#### Given information:
_ _ _ _

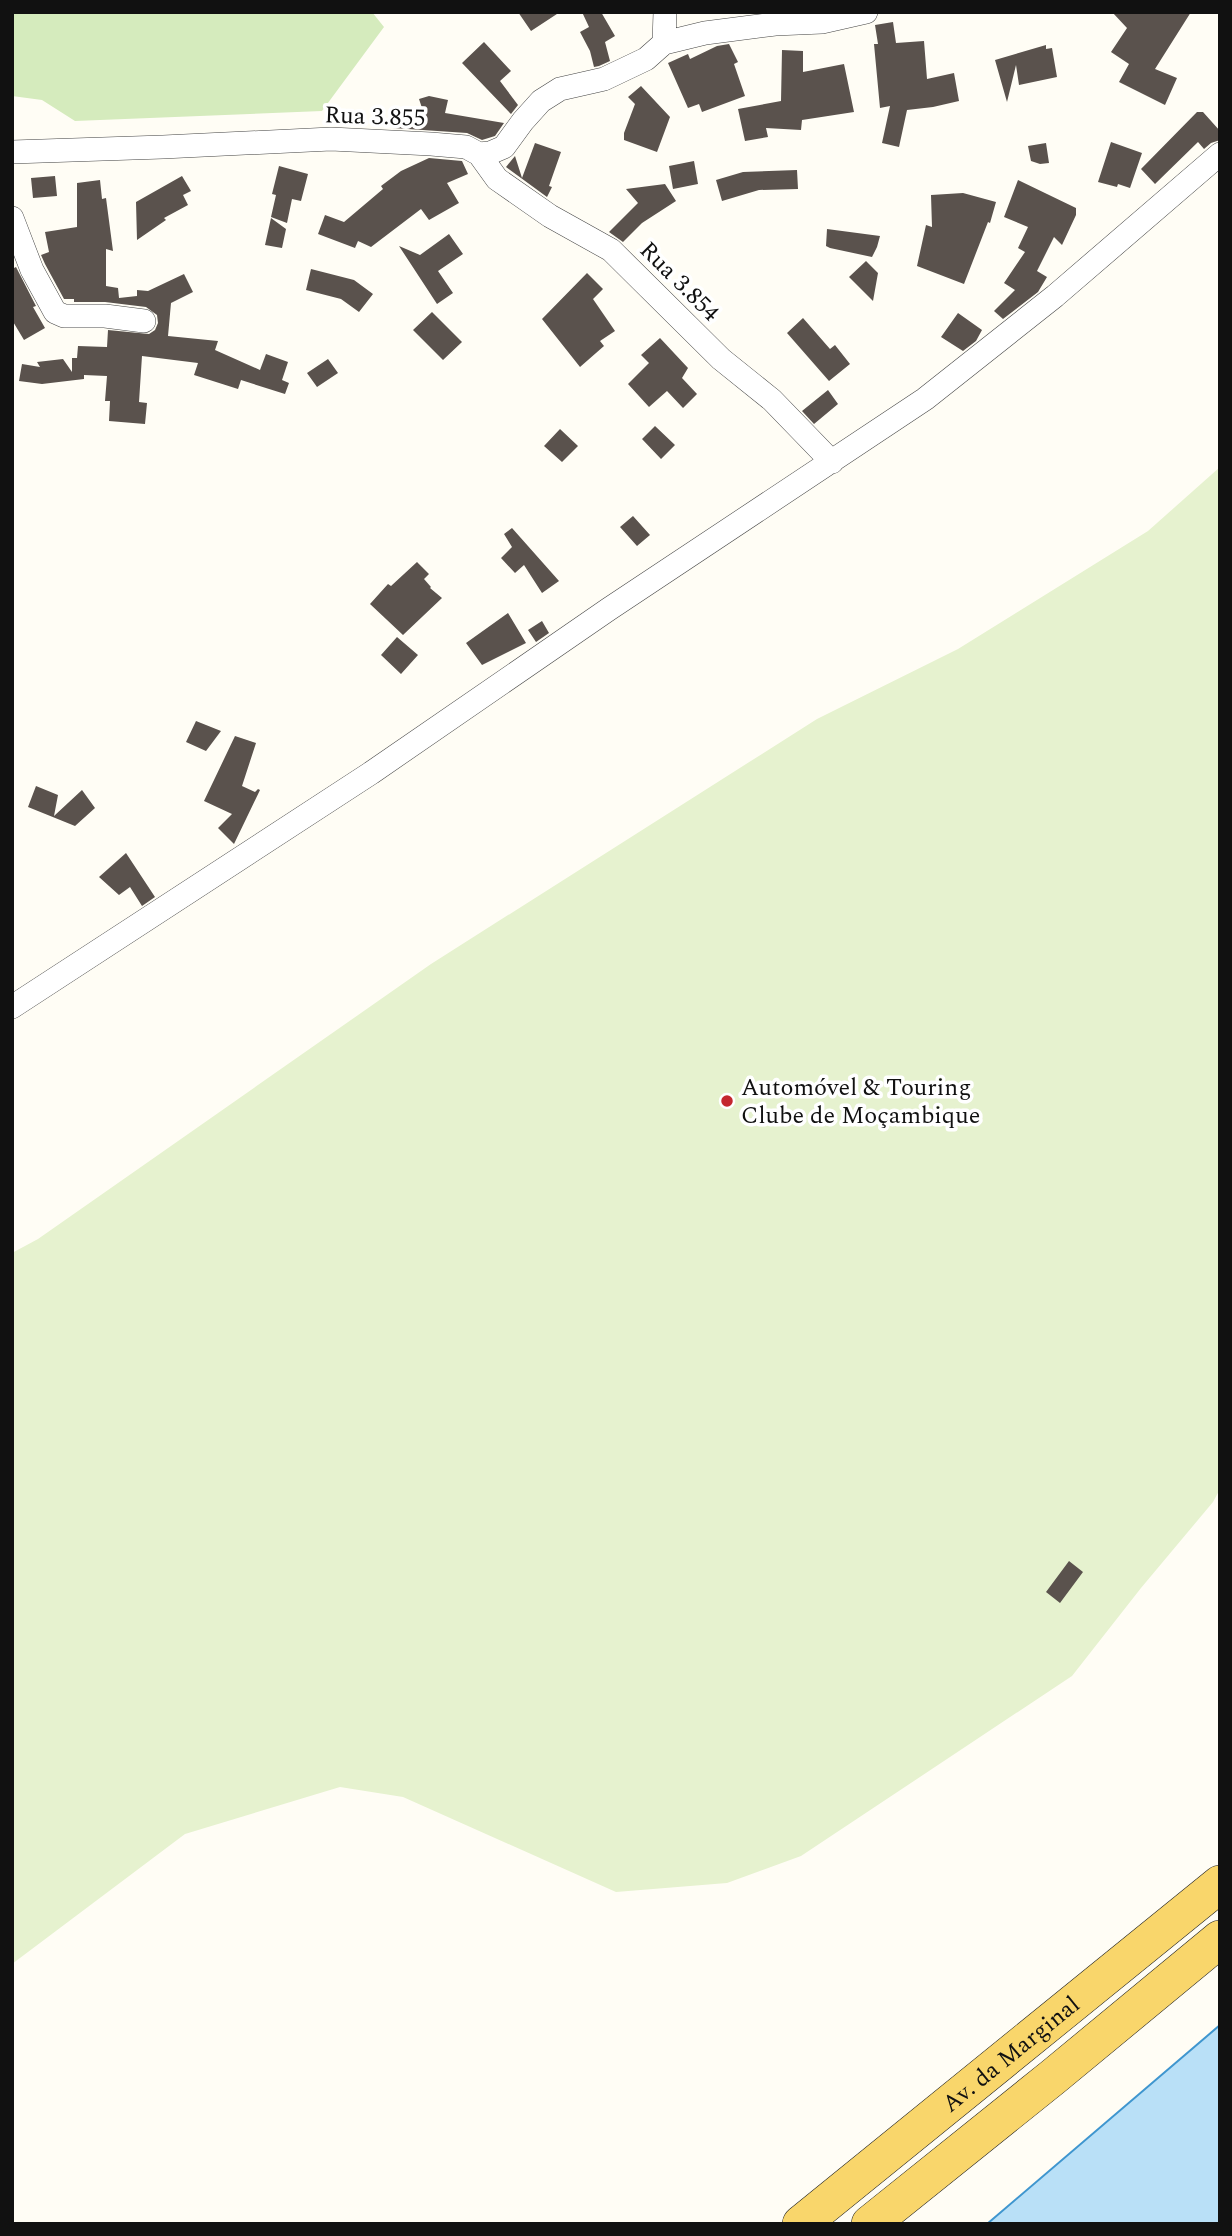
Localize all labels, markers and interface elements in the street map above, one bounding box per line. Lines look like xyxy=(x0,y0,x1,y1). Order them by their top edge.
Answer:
street label: Rua 3.855 xyxy=(324,97,426,137)
street label: Rua 3.854 xyxy=(631,233,728,330)
place label: Automóvel & Touring Clube de Moçambique xyxy=(741,1070,980,1134)
marker: Automóvel & Touring Clube de Moçambique xyxy=(719,1093,735,1109)
street label: Av. da Marginal xyxy=(935,1988,1088,2122)

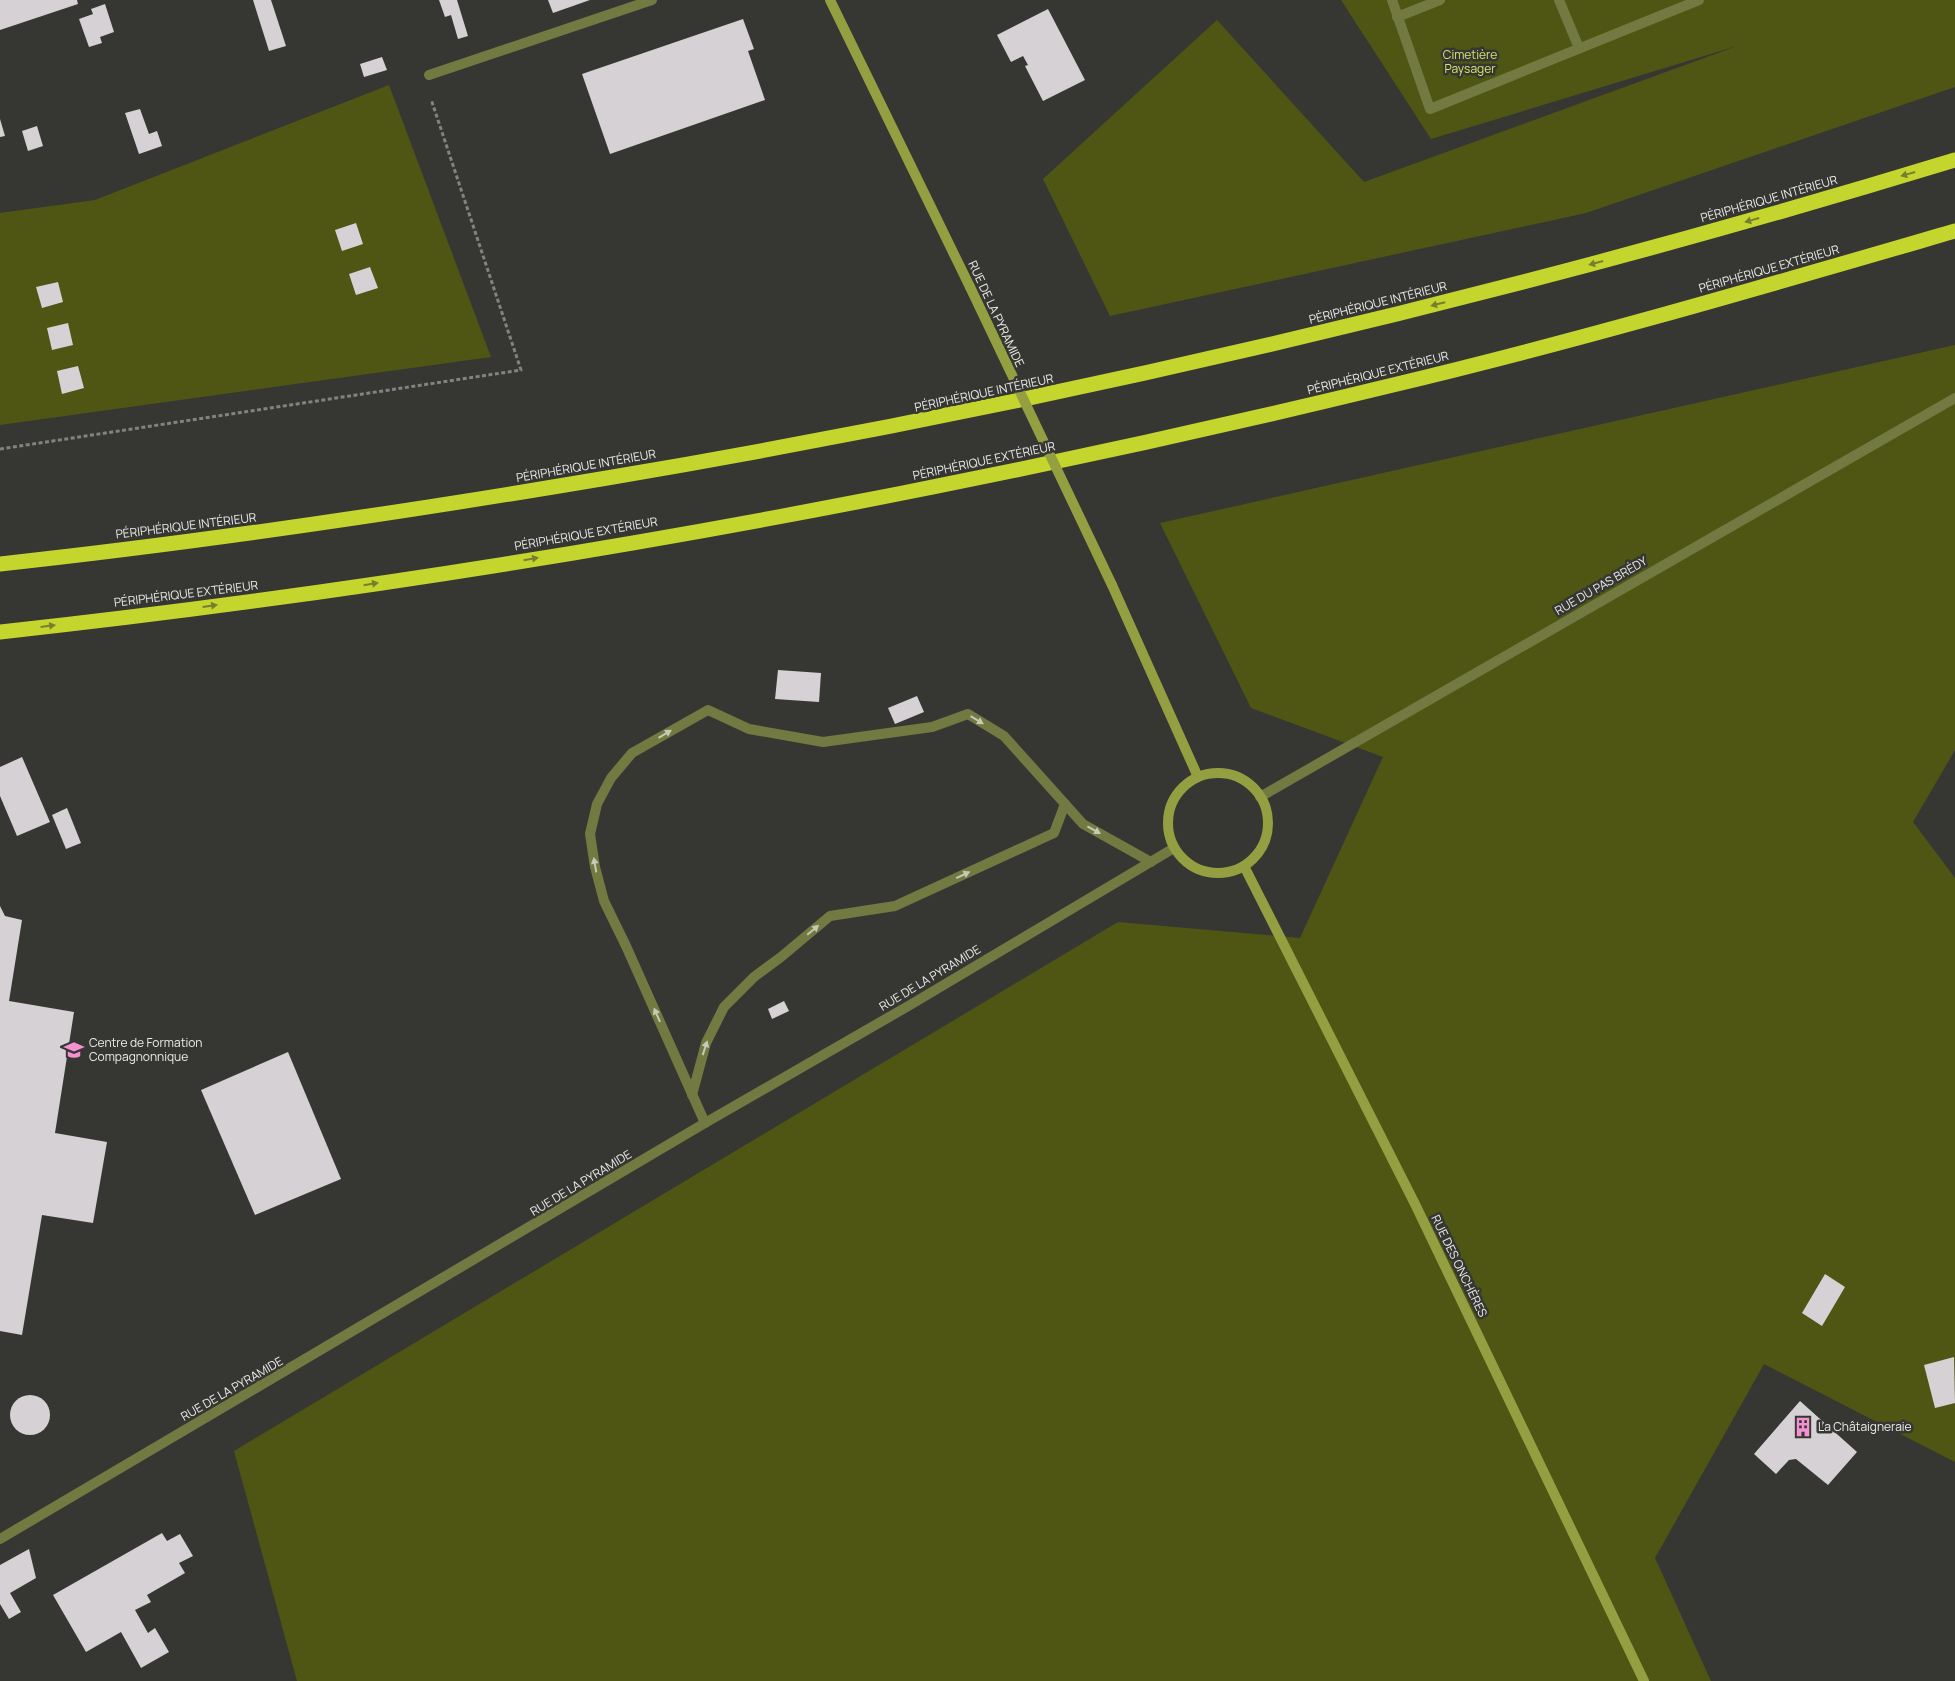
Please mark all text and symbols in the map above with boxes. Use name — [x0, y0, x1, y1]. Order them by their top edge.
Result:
park label: Cimetière Paysager — [1443, 46, 1497, 77]
street label: PÉRIPHÉRIQUE INTÉRIEUR — [1698, 171, 1840, 226]
one-way arrow — [1901, 171, 1916, 179]
one-way arrow — [1745, 216, 1760, 224]
street label: PÉRIPHÉRIQUE EXTÉRIEUR — [1697, 240, 1841, 297]
street label: RUE DE LA PYRAMIDE — [964, 258, 1029, 370]
one-way arrow — [1588, 259, 1603, 267]
street label: PÉRIPHÉRIQUE INTÉRIEUR — [1307, 277, 1449, 328]
one-way arrow — [1431, 300, 1446, 308]
street label: PÉRIPHÉRIQUE EXTÉRIEUR — [1305, 347, 1451, 398]
street label: PÉRIPHÉRIQUE INTÉRIEUR — [913, 369, 1055, 416]
street label: PÉRIPHÉRIQUE EXTÉRIEUR — [911, 437, 1057, 484]
street label: PÉRIPHÉRIQUE INTÉRIEUR — [515, 445, 658, 486]
street label: PÉRIPHÉRIQUE INTÉRIEUR — [115, 508, 258, 543]
street label: PÉRIPHÉRIQUE EXTÉRIEUR — [513, 512, 659, 554]
street label: RUE DU PAS BRÉDY — [1551, 552, 1650, 619]
one-way arrow — [524, 554, 540, 562]
street label: PÉRIPHÉRIQUE EXTÉRIEUR — [113, 576, 259, 611]
one-way arrow — [363, 579, 379, 587]
one-way arrow — [202, 602, 218, 610]
one-way arrow — [41, 622, 57, 630]
one-way arrow — [971, 715, 984, 724]
one-way arrow — [659, 729, 672, 738]
one-way arrow — [1088, 826, 1101, 835]
one-way arrow — [590, 857, 598, 873]
one-way arrow — [956, 871, 970, 879]
one-way arrow — [806, 924, 818, 936]
street label: RUE DE LA PYRAMIDE — [876, 940, 984, 1015]
one-way arrow — [652, 1008, 660, 1022]
place label: Centre de Formation Compagnonnique — [89, 1034, 202, 1065]
school or university icon: Centre de Formation Compagnonnique — [63, 1039, 85, 1061]
one-way arrow — [702, 1040, 710, 1055]
street label: RUE DE LA PYRAMIDE — [527, 1145, 635, 1220]
street label: RUE DES ONCHÈRES — [1427, 1212, 1492, 1320]
street label: RUE DE LA PYRAMIDE — [177, 1352, 286, 1425]
building icon: La Châtaigneraie — [1792, 1416, 1814, 1438]
place label: La Châtaigneraie — [1818, 1418, 1912, 1435]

_ _ _ _

#### Brief:
Copy out the lines of the records above in which the string "Touring" appears.

#### Exercise result:
place label: Automóvel & Touring Clube de Moçambique xyxy=(741,1070,980,1134)
marker: Automóvel & Touring Clube de Moçambique xyxy=(719,1093,735,1109)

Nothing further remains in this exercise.